The results have potential implications for the Kyoto Protocol negotiations where recent difficulties have included a lack of scientific knowledge about the strength and distribution of carbon sinks and how they vary from year to year.
Produced by a team of 30 leading carbon scientists from around the world, the paper draws on a large body of research to build up a new and comprehensive picture of carbon sinks on land.
"It is a major step forward in understanding where terrestrial carbon sinks actually are, why they are there, and how long they will operate into the future," said Dr Will Steffen, one of the authors and Executive Director of the International Geosphere-Biosphere Programme (IGBP), which coordinated the production of the paper.

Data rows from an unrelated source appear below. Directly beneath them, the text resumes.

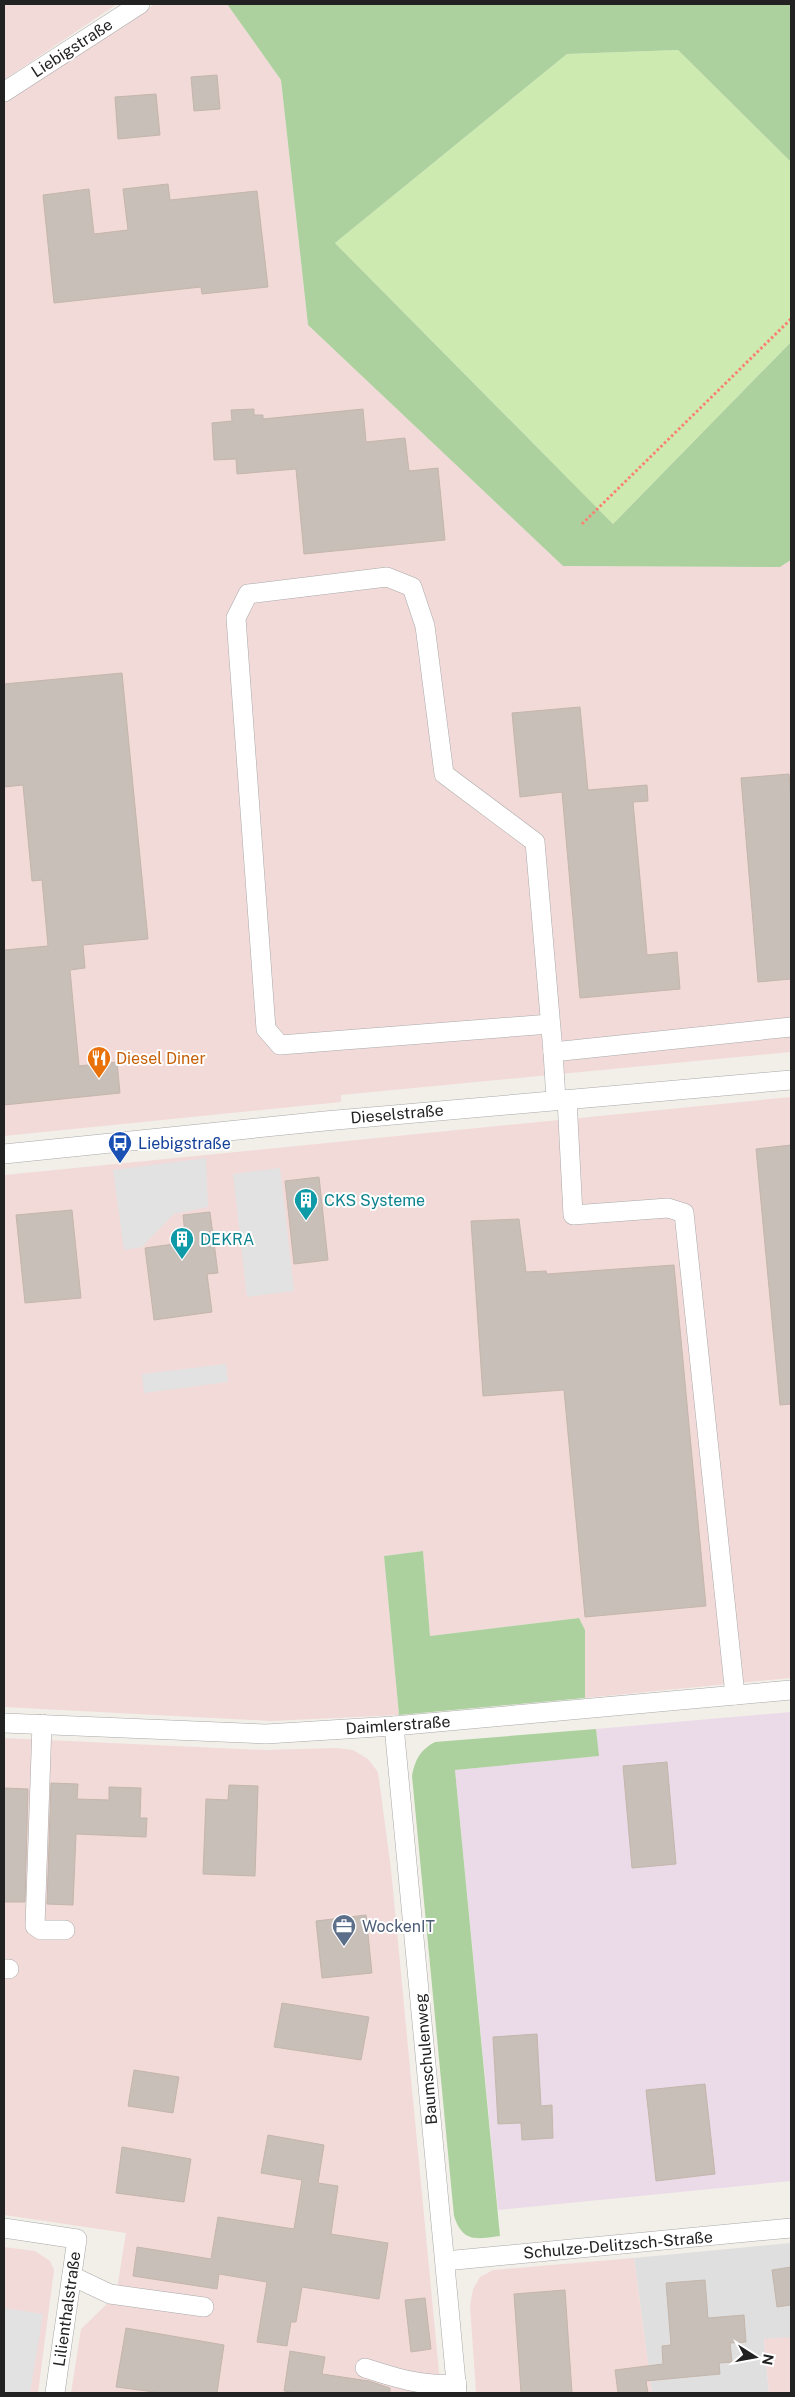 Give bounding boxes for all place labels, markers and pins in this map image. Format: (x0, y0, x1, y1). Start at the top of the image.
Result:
restaurant icon: Diesel Diner (86, 1045, 112, 1079)
place label: Diesel Diner (116, 1049, 206, 1068)
bus stop icon: Liebigstraße (107, 1130, 133, 1164)
place label: Liebigstraße (138, 1134, 231, 1153)
building icon: CKS Systeme (293, 1187, 319, 1221)
place label: CKS Systeme (324, 1191, 425, 1210)
building icon: DEKRA (169, 1226, 195, 1260)
place label: DEKRA (200, 1230, 254, 1249)
office icon: WockenIT (331, 1913, 357, 1947)
place label: WockenIT (362, 1917, 436, 1936)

The report states that carbon sinks of todays magnitude cannot be relied on to operate steadily into the future because the key processes that give rise to the sinks in the first place are temporary and likely to diminish with time.
"Although carbon sinks have a role to play in absorbing excess carbon dioxide, it is possible that the net global terrestrial carbon sink may disappear altogether in the future," said lead author Professor David Schimel from the Max Planck Institute for Biogeochemistry in Jena, Germany.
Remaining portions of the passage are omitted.